Incentives and ROI: are managers getting the message?

March 5, 2009

by Simon McGee

During what can only be described as a very difficult period in global markets, 'incentive' has quickly become a dirty word, amongst marketing personnel and management alike. Despite the fact that many companies operating in the incentive industry have, over the last decade, evolved highly targeted campaigns and programs, and measured the associated return on investment (ROI) that has resulted from them.

Historically, incentives have been ad hocs events which were held to thank and reward employees for good performance. It is perhaps no surprise then, that when companies' performance is suffering that these events (and their associated costs) should be withdrawn. This sentiment still pervades modern management styles.

However, this attitude flies in the face of most of the research conducted over the last 20 years. Withdrawing the very tools that you know motivate, educate and communicate with your employees during the bad times will result in de-motivating staff, reducing performance, poor product knowledge or sales training and poor communication with staff and partners.

Why then, is this still happening?

There is, perhaps, a relatively simple explanation.

During times when performance is good, management focus usually centres on optimising performance and sales, gaining market share, and, normally, this results in increasing marketing budgets. As such it would follow that the questions management want to answer are: how much market share have we gained, how much has annual turnover / profit increased by? Questions about return on investment in programs are often left at the bottom of the pile: it must be working - look at the results!

Even so, many of our industry have been at pains to differentiate our businesses by demonstrating a clear focus on return on investment. Sadly, during the good times, this often fell on deaf ears. With the benefit of hindsight, we should have pressed the message home.

In times of poor performance, and particularly in this recession, which has bitten so suddenly, the focus has polarised in a matter of months, from increasing market share when times were good, to reducing budgets associated with any activity that is perceived to be 'non-core' as markets have worsened. But how can motivating, training and communicating with your staff and partners be construed as a non-core activity when you know that these activities are producing results? It is critical that marketing personnel and management understand that the importance of these fundamental activities. Failing to do so will seal the fate of business performance in a recession. A business that is underperforming, and whose staff and partners are not motivated, educated or communicated with, will fail fast.

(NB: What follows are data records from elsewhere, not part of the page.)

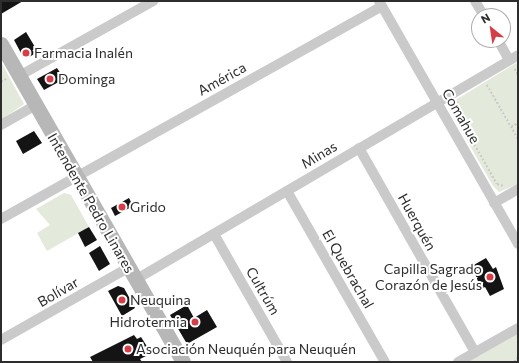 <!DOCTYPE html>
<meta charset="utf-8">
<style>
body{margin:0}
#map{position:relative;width:519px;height:363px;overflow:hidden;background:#fff;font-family:Commissioner,sans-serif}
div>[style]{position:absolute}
.green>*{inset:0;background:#e3e9db}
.building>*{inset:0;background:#141414}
.path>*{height:1.5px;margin-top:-0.75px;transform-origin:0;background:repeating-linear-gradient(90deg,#cacaca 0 2px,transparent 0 4px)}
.street>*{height:10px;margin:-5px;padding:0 5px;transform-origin:5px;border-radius:5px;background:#cacaca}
.secondary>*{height:15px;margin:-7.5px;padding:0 7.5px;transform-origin:7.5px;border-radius:7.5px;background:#b7b7b7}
.dots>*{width:11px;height:11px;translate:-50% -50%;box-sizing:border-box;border:2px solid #fff;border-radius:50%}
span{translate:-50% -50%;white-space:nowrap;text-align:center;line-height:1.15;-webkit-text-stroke:4px #fff;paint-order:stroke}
.poi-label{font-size:14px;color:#2d2d2d}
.left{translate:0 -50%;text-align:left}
.right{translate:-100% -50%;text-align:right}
.street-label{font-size:14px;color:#2d2d2d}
.frame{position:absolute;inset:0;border:2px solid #2d2d2d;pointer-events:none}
.north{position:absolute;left:471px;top:8px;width:40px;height:40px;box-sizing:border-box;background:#fff;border:1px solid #ababab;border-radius:50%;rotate:330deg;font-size:11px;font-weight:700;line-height:16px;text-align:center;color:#2d2d2d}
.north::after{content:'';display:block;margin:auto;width:14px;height:18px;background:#d53e46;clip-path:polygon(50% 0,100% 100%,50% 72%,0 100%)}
</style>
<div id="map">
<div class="green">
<i style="clip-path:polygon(1px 62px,24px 104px,1px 120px)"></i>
<i style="clip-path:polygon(518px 62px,518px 184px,499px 192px,493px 186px,450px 111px,449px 104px)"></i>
<i style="clip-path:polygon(64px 193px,71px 195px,89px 227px,47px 251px,37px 233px,50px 225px,36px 209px)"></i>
<i style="clip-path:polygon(518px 331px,518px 362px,464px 362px)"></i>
</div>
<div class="building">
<i style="clip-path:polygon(1px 1px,23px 1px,1px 14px)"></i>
<i style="clip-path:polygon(26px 32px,38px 52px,29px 57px,22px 55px,14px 40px)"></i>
<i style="clip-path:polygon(57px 68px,64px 79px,44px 90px,37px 79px)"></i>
<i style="clip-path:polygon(34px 131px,42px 143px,23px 154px,16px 141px)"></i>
<i style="clip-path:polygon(129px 198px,133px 206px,115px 216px,111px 208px)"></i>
<i style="clip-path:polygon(89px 227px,97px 240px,85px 247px,78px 233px)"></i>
<i style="clip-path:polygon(100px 246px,110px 264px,99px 271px,89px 253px)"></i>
<i style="clip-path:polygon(486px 258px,493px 269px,496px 267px,504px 289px,490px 296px,485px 287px,481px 289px,472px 266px)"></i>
<i style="clip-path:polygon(118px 286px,124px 288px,135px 308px,122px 316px,108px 291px)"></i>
<i style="clip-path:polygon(187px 305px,194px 318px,207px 310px,217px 327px,187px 344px,170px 315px)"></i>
<i style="clip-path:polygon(134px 335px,137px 339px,141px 337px,148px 348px,143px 351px,146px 356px,140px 359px,142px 362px,93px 362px,90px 357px)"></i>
</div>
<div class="path">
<i style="left:515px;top:69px;width:7px;rotate:63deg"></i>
<i style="left:1px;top:82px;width:6px;rotate:-31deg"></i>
<i style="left:487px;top:85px;width:62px;rotate:60.1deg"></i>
<i style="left:1px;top:90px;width:2px;rotate:90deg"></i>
<i style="left:458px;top:102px;width:9px;rotate:111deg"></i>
<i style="left:455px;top:110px;width:85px;rotate:60.4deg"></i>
<i style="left:497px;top:184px;width:7px;rotate:16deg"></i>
<i style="left:511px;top:127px;width:8px;rotate:-30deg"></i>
<i style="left:514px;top:362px;width:6px;rotate:-51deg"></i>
</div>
<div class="street">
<i style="left:379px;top:1px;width:280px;rotate:60.2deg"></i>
<i style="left:475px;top:1px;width:17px;rotate:59deg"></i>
<i style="left:498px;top:40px;width:23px;rotate:61deg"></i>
<i style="left:19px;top:76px;width:154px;rotate:-29.2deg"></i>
<i style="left:1px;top:125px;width:40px;rotate:-29.7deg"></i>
<i style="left:359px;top:148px;width:235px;rotate:60.4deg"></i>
<i style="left:287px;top:191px;width:197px;rotate:60.2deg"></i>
<i style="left:494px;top:203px;width:28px;rotate:-30deg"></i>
<i style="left:1px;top:219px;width:436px;rotate:-29.2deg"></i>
<i style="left:214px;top:234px;width:147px;rotate:60.3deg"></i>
<i style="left:135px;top:280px;width:444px;rotate:-30.4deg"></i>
<i style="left:1px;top:340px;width:146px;rotate:-29.6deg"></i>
<i style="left:458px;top:362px;width:69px;rotate:-29.5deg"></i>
</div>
<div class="secondary">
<i style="left:1px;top:44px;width:366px;rotate:60.2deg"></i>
</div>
<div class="dots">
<i style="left:26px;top:53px;background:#d53e46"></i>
<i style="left:50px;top:79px;background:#d53e46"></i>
<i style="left:122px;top:207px;background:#d53e46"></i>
<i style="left:490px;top:277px;background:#d53e46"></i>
<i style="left:122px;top:300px;background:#d53e46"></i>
<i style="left:195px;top:322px;background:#d53e46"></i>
<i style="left:128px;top:349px;background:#d53e46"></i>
</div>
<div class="poi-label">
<span class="left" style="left:34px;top:53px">Farmacia Inalén</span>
<span class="left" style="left:58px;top:79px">Dominga</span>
<span class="left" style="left:130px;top:207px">Grido</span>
<span class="right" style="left:482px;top:277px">Capilla Sagrado<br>Corazón de Jesús</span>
<span class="left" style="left:130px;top:300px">Neuquina</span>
<span class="right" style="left:187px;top:322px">Hidrotermia</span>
<span class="left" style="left:136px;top:349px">Asociación Neuquén para Neuquén</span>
</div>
<div class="street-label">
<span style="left:222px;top:79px;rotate:-29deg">América</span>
<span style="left:461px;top:116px;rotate:60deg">Comahue</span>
<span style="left:319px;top:155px;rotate:-31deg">Minas</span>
<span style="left:91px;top:203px;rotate:60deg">Intendente Pedro Linares</span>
<span style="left:417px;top:222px;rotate:61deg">Huerquén</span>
<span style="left:348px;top:269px;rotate:60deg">El Quebrachal</span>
<span style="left:263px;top:291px;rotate:60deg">Cultrúm</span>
<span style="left:58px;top:292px;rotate:-30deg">Bolívar</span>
</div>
<div class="frame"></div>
<div class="north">N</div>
</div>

Sure, when performance suffers due to adverse market conditions, budgetary constraints must be addressed. The right response must be to strike the right balance between significantly reducing budgets and minimising detrimental effects on performance and motivation.

Sadly, it seems, many marketing personnel are only now learning what return on investment actually means, let alone how it relates to their own business. No wonder then that they are unable to communicate the facts to their management and budget holders. There needs to be a fundamental shift in the way that incentives are categorised, perceived, administered and measured in order to bring our industry through this period.